I would work with the club and other handlers, or their TD for advice on your boy. They see him first hand, and can be more effective in giving advice on his individual needs.
Backtying can benefit the need to possess and tug...though I would work with someone experienced to help you with that as well(especially for a maturing structure).


----------



## mycobraracr (Dec 4, 2011)

What does your dog like? 
Constantly playing with something the dog isn't into is just going to make it not like it more. There is a method to the madness. 
I agree, work with a club and see what they want you to do. No interest in balls/tugs is ok. There are other motivators, you just need to find what works for your dog.


----------



## Fodder (Oct 21, 2007)

at home, a flirt pole. it's got many uses but in your case will increase your dogs interest in the toy/tug/rag... he catches it, you grab it, let him win often at the slightest bit of resistance... increase duration until you're tugging.


----------



## middleofnowhere (Dec 20, 2000)

Flirt pole is a good idea. Another thing that works is for me to fuss over the object and not offer it to the dog. Maybe toss it back and forth between the humans a few times -- just fuss over the darned thing like it's a pot of gold but fragile.


----------



## jaudlee (Mar 28, 2013)

My dog is motivated by treats for sure! I've been working with a tug the past couple of nights and his interest is improving.
-He will be working with another handler/their dog who is very motivated on saturday with my trainer. CROSSED FINGERS he copies!

ill try and keep you all updated but i am very dedicated to improving my bong with Ruger and whether it be this or something else we will surely continue to work at it hard!


----------



## Findlay (Jan 8, 2015)

jaudlee said:


> Just had an evaluation on my 2yo male for potential with protection training. He has a great prey drive but couldn't care less about a ball/toy as a reward. From observing other handlers and their dogs I have noticed that the dogs often go KOOKOOO nuts for the tug toy or ball on a rope. Will the lack of this be an issue for me?
> -any way to build this drive?
> -tips on training
> -i am trying to get him interested in the tug so am spending countless time playing with that.
> any tips or recommendations are welcome


My dog's being evaluated for personal protection training in two weeks.
He is 13 months old.
When he was evaluated at 5 months, the trainer noticed that he didn't have much of a ball drive and said to try and get him to be interested in playing with a ball to create ball drive.

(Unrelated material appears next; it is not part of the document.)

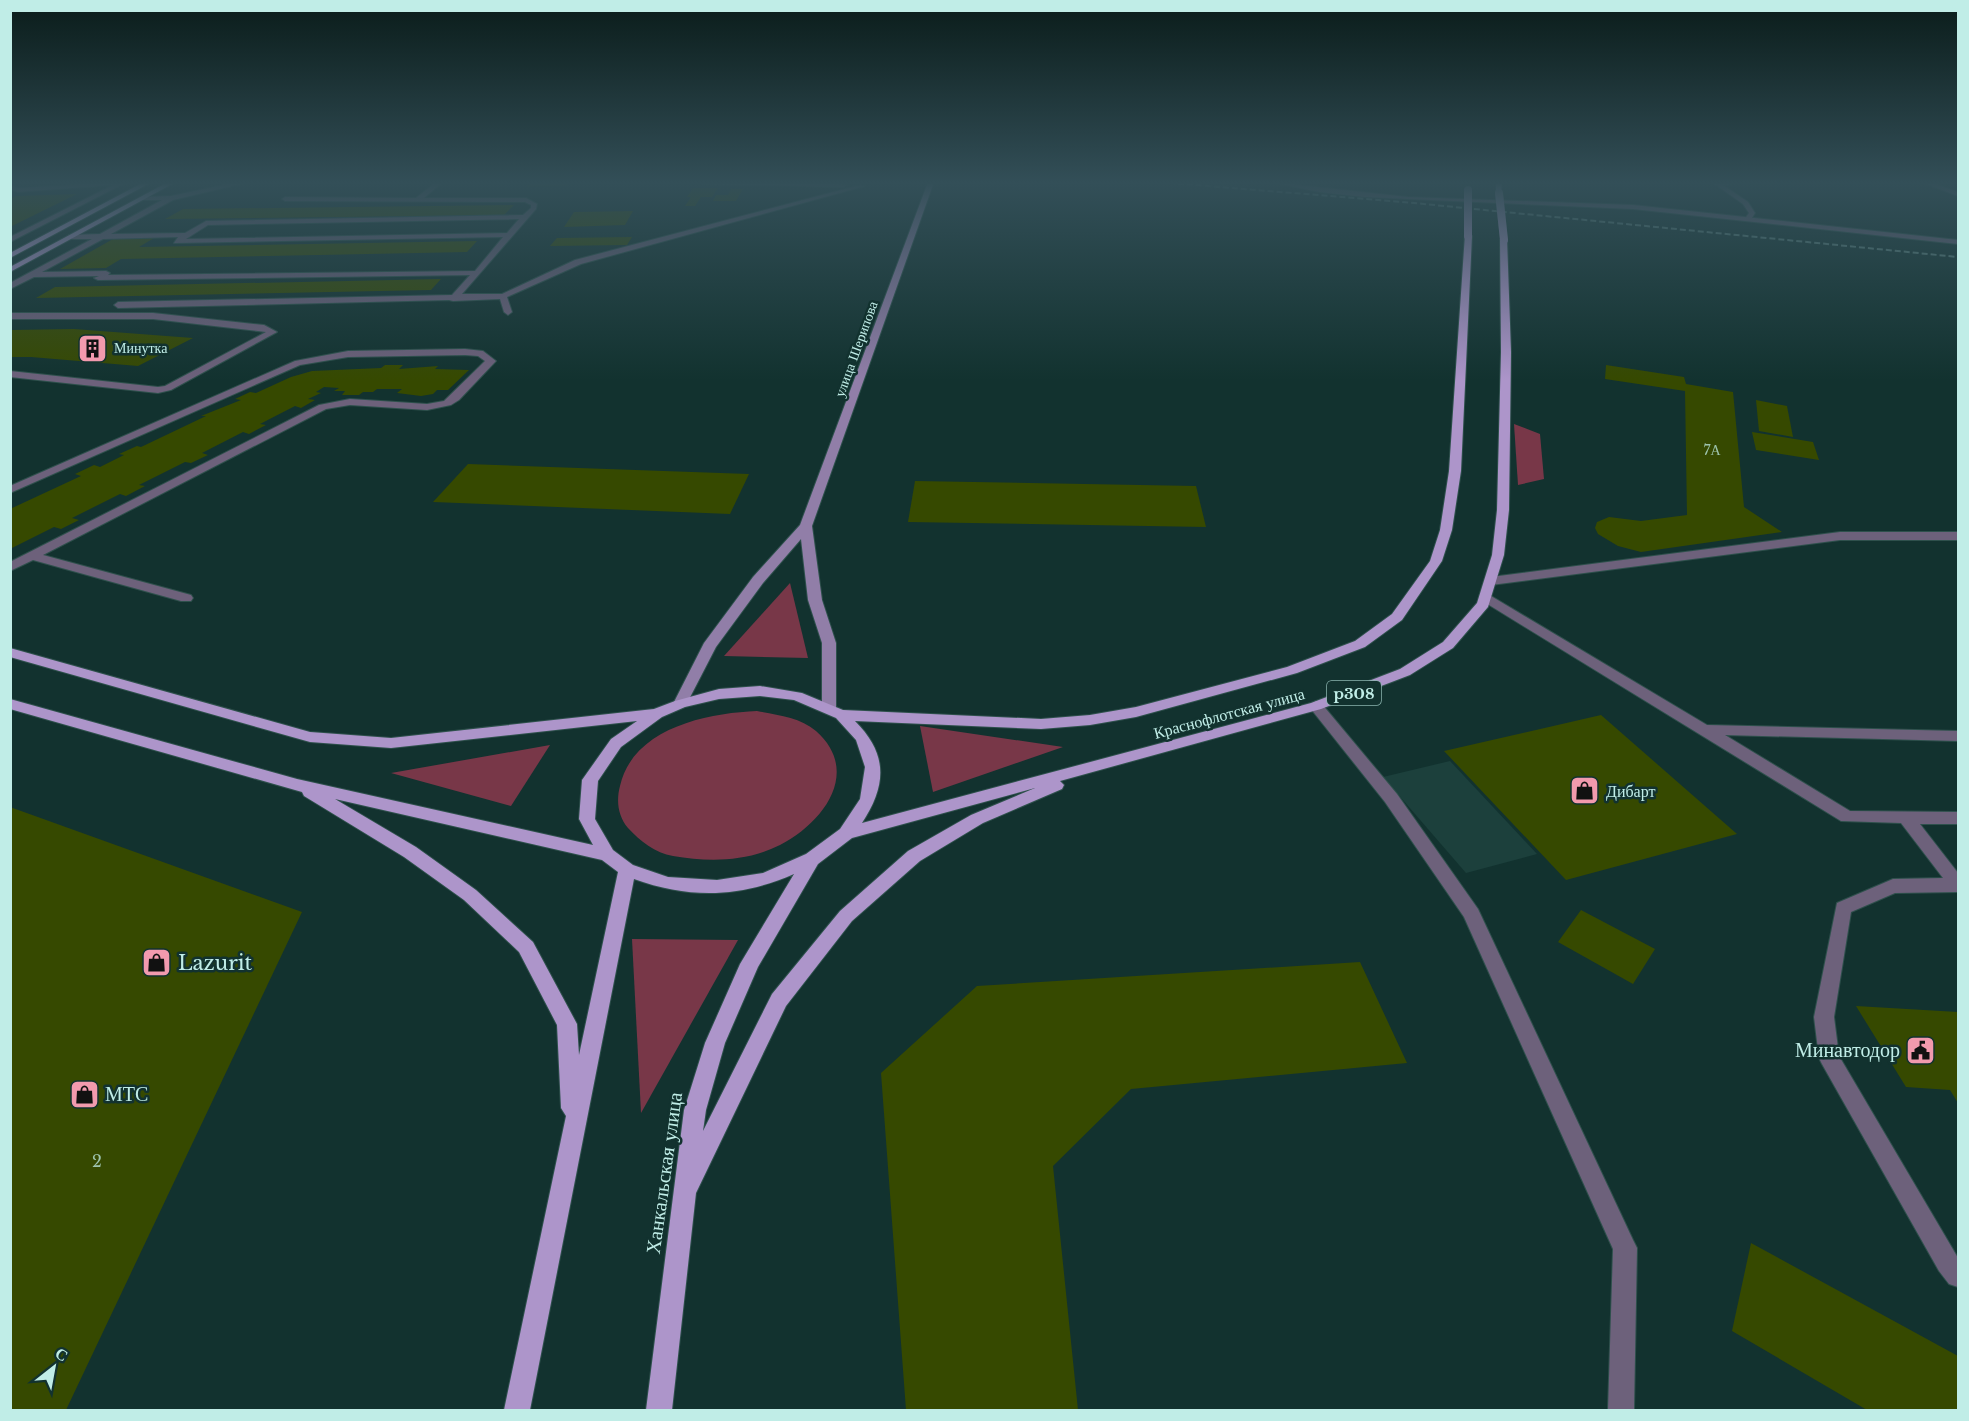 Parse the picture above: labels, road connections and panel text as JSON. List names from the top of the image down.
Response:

He loves anything that squeaks so I got him the large size Kong tennis balls. They squeak!! And that got him on the road to loving 2 ball fetch and playing any game that involved those balls. When I hide them, he goes crazy looking for them. So if he doesn't qualify for protection, I'm thinkin he might do ok at nose work : )
good luck. I'd be interested hear how your dog does at his evaluation.


----------



## mycobraracr (Dec 4, 2011)

A dog doesn't need "ball drive" for protection work. They are not related.


----------



## CrackedGSD (Sep 8, 2015)

prey drive is important for the IPO protection phase


----------



## Findlay (Jan 8, 2015)

jaudlee. A while back I started this thread: *Ball Drive. Why is it so important?
*You might be interested in reading it. There's a lot of back and forth conversations between people who seem very knowledgeable about drives and how they relate to training/work/ and sport.


----------



## mycobraracr (Dec 4, 2011)

What purpose does the ball serve? What is it used for? When was the last time you saw a helper/decoy catch a dog with a ball? I'm not against using a ball for certain things with a dog that likes it, but there are other methods out there. Just because a dog doesn't like a ball, doesn't mean it can't work. It also doesn't mean you have to force it to like it.


----------



## lhczth (Apr 5, 2000)

:thumbup: mycobraracr.


----------



## CrackedGSD (Sep 8, 2015)

defense?


----------



## mycobraracr (Dec 4, 2011)

Yes, there is prey, defense and all the other subcategories that go along with them. This still doesn't answer the question, "what does a ball have to do with protection?". It makes me sad that "trainers" are evaluating a dog for protection work with a ball.


----------



## CrackedGSD (Sep 8, 2015)

doesn't sound like a trainer was doing any evaluating. it sounds like the op is just worried about what he sees in his dog. a dog that lacks that drive compared to the crazy dogs he's seeming at training. makes sense and would make me worry if my dog wouldn't take a tug or a ball and i expect the dog to then go and bite a sleeve.


----------



## jaudlee (Mar 28, 2013)

mycobraracr said:


> Yes, there is prey, defense and all the other subcategories that go along with them. This still doesn't answer the question, "what does a ball have to do with protection?". It makes me sad that "trainers" are evaluating a dog for protection work with a ball.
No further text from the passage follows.